» **DESCRIPTION OF THE TASK**
Your output is one number, the count of lines in the listing below that hold the word "background".

=-=-=

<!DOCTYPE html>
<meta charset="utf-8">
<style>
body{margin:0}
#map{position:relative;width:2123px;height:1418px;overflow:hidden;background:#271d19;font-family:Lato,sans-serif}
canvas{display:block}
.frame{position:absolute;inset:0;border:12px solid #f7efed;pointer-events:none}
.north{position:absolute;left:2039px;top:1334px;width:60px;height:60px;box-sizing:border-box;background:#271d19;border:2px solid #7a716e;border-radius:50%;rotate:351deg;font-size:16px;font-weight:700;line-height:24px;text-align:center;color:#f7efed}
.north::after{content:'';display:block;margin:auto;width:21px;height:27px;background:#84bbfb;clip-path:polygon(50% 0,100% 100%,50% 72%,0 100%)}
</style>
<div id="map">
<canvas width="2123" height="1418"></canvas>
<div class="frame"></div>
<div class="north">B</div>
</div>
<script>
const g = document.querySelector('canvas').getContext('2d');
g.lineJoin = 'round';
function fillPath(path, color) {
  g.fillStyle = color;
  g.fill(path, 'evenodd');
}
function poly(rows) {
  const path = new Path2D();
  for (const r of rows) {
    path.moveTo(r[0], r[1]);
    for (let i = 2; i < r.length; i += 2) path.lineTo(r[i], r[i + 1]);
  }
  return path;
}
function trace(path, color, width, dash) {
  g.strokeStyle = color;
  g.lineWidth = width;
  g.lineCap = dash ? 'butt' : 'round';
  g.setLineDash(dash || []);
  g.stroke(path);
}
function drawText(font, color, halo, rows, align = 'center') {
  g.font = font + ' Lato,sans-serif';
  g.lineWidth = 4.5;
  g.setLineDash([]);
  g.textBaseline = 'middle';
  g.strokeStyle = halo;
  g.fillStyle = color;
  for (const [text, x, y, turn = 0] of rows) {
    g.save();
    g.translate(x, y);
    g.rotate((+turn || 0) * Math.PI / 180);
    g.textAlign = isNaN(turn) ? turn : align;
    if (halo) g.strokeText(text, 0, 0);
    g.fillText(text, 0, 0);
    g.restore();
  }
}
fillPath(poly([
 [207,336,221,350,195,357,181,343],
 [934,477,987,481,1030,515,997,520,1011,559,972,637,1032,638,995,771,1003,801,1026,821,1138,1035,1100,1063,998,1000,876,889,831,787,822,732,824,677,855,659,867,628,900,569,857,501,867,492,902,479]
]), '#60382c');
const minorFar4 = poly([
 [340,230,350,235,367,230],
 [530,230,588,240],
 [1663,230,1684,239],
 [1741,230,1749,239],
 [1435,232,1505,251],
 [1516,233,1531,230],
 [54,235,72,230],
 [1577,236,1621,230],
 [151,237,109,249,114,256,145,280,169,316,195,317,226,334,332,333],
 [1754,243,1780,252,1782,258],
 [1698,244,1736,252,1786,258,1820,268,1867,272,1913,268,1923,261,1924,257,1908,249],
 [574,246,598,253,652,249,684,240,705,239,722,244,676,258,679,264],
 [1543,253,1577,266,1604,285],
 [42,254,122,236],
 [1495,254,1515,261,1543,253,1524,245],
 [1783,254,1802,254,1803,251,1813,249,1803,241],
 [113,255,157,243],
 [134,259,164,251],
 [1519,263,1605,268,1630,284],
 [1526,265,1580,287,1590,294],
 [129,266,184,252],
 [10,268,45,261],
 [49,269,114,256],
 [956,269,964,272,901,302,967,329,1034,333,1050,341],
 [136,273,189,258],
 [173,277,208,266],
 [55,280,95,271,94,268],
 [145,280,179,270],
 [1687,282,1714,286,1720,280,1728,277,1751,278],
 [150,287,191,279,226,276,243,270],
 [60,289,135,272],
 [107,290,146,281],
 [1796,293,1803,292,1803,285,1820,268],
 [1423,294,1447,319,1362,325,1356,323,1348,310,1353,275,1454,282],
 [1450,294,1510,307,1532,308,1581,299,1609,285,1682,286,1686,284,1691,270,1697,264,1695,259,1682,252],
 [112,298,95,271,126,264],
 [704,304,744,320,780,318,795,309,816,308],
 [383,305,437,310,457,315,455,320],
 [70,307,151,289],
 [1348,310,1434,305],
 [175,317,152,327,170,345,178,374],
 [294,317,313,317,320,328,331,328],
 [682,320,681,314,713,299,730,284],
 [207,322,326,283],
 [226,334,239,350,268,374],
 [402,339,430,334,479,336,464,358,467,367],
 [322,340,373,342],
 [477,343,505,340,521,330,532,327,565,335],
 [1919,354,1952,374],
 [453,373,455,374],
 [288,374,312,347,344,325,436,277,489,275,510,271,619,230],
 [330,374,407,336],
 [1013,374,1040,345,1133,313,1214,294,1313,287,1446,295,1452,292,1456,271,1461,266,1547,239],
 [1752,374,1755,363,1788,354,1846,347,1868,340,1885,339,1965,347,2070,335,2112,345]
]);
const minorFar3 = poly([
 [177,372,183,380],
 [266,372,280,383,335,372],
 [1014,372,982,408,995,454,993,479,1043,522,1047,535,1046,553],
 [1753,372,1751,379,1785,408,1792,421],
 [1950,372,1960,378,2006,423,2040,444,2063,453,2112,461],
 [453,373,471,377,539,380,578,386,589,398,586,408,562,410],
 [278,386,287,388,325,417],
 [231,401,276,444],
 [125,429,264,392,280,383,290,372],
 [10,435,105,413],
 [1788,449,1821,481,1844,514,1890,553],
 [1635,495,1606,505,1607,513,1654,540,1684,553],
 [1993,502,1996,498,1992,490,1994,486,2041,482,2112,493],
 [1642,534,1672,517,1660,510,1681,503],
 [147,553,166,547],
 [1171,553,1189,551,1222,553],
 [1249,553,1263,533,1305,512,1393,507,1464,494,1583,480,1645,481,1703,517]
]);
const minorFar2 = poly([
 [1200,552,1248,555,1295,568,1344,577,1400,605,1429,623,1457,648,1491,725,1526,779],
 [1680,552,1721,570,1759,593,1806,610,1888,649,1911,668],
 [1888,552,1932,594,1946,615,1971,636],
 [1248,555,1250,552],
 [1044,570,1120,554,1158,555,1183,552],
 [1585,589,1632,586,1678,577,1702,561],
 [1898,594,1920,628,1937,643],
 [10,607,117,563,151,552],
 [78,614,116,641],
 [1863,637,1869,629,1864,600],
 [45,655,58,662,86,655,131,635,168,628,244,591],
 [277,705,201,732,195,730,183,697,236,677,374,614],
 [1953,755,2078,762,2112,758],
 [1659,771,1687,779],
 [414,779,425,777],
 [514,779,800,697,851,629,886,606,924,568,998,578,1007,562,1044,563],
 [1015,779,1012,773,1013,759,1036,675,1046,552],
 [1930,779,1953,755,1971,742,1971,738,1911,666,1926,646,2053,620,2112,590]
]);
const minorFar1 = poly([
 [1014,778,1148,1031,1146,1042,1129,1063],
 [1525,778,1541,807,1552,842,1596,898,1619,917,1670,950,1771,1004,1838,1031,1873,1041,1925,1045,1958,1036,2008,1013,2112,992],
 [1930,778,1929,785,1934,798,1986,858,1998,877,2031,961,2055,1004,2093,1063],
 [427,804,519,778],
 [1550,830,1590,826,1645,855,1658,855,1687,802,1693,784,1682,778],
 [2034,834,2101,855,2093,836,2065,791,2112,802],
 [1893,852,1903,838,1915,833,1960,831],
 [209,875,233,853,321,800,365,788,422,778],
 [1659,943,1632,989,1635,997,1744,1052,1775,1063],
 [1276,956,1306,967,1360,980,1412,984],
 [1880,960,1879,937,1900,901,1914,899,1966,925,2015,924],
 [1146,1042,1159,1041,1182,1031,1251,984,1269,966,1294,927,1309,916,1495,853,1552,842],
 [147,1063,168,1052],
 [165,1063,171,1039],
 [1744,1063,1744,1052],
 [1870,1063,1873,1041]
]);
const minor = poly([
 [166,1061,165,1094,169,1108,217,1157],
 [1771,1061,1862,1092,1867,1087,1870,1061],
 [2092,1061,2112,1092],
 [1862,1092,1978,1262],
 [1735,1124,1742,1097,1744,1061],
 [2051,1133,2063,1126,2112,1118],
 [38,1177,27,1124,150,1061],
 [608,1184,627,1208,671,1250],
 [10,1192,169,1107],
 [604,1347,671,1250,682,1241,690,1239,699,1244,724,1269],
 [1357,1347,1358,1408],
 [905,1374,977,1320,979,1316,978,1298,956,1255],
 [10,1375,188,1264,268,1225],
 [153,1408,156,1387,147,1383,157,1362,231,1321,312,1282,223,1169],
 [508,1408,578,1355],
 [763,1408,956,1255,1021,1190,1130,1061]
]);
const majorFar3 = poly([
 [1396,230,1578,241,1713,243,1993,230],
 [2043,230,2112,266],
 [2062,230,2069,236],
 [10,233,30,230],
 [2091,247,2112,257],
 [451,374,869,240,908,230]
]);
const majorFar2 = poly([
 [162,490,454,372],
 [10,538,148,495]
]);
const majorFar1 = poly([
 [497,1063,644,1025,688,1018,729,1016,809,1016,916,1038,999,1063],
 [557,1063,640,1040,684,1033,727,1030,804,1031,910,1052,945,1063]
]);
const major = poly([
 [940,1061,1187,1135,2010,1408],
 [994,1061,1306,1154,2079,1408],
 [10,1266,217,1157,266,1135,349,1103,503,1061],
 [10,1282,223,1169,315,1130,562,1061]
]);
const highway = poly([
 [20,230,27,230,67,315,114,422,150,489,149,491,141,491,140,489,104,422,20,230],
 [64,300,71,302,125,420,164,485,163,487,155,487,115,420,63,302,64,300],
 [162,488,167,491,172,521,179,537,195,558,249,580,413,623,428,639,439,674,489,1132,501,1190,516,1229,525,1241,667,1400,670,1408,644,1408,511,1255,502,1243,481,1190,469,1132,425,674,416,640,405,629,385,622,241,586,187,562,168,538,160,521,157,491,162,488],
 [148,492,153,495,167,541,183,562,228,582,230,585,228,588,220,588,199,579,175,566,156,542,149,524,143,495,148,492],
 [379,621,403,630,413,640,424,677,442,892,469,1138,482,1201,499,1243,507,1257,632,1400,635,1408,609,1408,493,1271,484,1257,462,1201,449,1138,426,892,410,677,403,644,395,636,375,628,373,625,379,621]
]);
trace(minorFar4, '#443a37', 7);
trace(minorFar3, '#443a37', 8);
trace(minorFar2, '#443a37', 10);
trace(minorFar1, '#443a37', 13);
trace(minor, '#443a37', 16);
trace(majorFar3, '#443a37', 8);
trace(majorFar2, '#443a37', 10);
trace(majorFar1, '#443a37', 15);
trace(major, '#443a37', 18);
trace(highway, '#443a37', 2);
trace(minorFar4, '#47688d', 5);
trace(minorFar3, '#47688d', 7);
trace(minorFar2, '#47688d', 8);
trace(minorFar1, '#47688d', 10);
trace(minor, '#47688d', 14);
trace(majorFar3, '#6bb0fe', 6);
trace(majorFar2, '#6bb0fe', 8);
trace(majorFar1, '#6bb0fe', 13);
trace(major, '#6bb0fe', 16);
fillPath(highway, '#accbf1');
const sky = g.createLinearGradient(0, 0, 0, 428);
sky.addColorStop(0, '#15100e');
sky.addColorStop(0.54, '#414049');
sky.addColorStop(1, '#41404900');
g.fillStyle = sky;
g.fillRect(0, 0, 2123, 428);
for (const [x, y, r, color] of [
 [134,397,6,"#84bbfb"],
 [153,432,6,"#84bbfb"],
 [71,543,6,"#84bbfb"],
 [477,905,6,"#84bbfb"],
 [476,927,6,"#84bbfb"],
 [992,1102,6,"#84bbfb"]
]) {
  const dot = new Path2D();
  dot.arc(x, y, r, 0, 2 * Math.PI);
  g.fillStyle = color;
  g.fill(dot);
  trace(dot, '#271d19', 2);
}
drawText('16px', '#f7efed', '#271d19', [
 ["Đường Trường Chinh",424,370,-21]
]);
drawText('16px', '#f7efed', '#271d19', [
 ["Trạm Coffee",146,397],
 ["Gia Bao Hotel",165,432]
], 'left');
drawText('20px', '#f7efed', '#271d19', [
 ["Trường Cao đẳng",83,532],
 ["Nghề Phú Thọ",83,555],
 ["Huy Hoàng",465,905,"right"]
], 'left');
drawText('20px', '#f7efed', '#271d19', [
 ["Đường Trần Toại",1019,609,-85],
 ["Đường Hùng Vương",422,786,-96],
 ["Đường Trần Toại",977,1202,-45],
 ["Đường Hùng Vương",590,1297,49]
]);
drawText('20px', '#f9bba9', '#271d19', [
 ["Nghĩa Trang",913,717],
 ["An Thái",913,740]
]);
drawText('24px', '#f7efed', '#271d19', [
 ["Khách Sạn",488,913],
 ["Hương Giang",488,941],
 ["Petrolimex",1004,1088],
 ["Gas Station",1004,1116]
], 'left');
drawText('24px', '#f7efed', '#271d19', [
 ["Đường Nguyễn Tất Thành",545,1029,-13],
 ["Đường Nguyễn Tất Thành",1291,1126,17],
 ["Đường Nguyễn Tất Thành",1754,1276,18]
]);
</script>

=-=-=

» **TASK RESPONSE**
3